[[ DATA FOR THE TASK open ]]
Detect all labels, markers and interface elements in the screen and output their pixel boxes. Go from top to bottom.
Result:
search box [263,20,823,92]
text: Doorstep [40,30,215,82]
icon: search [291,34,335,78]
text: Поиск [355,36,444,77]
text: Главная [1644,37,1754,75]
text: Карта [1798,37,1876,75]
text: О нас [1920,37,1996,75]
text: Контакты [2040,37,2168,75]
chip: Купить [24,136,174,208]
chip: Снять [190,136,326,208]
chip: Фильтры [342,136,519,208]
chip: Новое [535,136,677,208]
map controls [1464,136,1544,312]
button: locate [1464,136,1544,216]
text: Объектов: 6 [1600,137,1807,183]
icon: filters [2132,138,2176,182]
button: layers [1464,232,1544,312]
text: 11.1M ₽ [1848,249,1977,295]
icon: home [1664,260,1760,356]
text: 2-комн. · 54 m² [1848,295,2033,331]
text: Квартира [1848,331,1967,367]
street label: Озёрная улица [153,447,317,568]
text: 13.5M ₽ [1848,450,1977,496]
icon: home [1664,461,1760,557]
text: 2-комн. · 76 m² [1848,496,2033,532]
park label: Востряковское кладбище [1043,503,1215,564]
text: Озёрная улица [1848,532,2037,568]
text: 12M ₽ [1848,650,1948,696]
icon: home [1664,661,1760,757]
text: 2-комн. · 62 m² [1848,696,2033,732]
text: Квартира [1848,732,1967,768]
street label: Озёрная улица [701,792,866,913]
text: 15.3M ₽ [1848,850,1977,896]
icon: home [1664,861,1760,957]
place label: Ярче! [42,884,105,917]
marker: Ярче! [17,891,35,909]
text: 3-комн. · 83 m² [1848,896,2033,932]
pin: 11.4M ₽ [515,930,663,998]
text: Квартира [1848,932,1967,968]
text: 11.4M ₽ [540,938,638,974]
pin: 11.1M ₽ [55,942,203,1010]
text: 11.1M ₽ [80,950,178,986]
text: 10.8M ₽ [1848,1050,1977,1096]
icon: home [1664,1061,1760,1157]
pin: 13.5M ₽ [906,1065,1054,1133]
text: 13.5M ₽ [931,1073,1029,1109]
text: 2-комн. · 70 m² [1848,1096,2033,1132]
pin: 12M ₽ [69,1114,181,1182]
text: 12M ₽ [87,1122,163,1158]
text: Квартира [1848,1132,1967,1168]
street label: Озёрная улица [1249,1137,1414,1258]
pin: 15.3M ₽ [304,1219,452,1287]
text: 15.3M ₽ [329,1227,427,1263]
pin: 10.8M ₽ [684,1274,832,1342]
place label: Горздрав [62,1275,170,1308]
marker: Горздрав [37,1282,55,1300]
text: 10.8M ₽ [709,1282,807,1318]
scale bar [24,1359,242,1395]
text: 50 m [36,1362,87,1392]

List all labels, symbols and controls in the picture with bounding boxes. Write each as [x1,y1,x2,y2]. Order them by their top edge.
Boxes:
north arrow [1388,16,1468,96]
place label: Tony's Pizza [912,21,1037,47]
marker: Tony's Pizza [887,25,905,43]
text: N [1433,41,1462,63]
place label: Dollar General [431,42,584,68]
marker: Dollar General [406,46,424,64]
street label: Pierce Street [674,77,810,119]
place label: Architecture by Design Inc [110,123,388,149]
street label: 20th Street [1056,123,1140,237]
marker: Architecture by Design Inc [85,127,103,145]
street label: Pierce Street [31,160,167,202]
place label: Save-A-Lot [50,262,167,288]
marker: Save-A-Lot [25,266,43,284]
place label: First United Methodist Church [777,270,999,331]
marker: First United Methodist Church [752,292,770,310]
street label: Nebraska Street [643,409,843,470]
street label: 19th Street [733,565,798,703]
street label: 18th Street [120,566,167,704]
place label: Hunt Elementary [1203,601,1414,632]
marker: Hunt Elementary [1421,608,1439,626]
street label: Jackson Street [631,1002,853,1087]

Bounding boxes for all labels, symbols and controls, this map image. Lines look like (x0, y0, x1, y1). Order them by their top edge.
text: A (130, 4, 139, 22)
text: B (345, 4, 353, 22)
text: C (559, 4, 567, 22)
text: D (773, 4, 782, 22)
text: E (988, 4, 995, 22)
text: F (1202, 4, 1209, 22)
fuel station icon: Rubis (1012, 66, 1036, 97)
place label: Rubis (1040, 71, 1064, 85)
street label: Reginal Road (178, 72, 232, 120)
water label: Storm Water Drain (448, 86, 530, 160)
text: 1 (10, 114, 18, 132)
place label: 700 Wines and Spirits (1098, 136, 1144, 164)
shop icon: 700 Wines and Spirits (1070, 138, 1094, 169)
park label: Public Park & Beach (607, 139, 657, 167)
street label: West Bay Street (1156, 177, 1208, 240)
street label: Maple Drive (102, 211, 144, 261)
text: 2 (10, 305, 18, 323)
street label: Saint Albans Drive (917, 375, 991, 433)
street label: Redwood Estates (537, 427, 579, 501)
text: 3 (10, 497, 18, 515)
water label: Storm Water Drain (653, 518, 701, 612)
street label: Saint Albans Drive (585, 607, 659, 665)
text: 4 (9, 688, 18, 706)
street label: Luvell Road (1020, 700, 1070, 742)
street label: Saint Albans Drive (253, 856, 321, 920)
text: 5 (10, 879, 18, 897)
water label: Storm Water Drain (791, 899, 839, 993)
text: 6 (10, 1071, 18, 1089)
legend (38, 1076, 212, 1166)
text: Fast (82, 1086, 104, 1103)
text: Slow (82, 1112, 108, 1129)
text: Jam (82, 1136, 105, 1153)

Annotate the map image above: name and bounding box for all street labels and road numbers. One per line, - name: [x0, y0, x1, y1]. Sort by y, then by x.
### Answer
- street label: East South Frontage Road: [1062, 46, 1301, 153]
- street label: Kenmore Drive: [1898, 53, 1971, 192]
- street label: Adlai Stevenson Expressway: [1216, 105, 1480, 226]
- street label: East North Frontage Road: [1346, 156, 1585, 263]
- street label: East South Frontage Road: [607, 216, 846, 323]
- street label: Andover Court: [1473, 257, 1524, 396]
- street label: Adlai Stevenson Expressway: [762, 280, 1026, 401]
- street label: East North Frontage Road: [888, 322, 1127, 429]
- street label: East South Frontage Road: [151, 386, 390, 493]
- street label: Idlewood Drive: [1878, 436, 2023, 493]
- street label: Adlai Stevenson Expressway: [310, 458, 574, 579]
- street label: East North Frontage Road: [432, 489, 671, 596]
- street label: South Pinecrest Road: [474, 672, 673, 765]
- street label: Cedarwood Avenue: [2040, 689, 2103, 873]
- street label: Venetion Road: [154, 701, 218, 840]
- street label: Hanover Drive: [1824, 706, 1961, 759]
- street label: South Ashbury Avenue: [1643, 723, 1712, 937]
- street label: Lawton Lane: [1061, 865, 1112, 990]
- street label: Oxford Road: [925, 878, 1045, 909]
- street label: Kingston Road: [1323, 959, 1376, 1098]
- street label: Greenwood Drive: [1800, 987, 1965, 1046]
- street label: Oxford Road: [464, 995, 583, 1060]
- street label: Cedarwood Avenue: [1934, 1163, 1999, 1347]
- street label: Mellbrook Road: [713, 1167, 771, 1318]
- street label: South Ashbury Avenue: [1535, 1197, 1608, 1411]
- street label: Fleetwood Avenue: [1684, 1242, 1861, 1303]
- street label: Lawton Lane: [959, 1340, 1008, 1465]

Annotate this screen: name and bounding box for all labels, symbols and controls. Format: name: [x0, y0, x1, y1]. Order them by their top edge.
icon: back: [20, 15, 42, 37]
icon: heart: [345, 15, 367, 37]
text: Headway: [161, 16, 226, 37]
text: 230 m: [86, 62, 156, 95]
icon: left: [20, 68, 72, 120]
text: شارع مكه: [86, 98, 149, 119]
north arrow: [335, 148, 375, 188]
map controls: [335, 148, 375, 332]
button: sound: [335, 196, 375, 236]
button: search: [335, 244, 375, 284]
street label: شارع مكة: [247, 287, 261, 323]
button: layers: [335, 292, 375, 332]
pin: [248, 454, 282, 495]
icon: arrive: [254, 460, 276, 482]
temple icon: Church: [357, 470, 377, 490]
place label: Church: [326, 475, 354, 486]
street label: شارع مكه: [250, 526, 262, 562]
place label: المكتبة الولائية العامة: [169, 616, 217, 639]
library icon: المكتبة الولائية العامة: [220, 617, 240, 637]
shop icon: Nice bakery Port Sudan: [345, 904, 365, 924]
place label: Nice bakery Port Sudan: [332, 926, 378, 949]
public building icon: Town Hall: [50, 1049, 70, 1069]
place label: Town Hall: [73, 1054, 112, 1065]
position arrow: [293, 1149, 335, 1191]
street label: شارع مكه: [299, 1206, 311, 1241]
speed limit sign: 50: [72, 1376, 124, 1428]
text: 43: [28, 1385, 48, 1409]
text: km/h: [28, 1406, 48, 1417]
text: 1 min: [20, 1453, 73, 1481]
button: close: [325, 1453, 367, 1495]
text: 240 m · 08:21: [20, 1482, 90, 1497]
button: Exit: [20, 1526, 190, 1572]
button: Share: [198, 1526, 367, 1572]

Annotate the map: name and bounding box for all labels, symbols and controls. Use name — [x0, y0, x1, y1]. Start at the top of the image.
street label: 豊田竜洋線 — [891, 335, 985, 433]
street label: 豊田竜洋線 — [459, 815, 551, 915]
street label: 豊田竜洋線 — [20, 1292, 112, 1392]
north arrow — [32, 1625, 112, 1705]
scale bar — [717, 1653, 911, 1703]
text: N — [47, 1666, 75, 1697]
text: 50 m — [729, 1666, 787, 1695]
[[ DATA FOR THE TASK closed ]]
■ ASSIGNMENT: Write out again exactly the lines that run from the one holding "Annotate the map: name" through the last line of the data; omit all other lines.

■ ANSWER BELOW:
Annotate the map: name and bounding box for all labels, symbols and controls. Use name — [x0, y0, x1, y1]. Start at the top of the image.
street label: 豊田竜洋線 — [891, 335, 985, 433]
street label: 豊田竜洋線 — [459, 815, 551, 915]
street label: 豊田竜洋線 — [20, 1292, 112, 1392]
north arrow — [32, 1625, 112, 1705]
scale bar — [717, 1653, 911, 1703]
text: N — [47, 1666, 75, 1697]
text: 50 m — [729, 1666, 787, 1695]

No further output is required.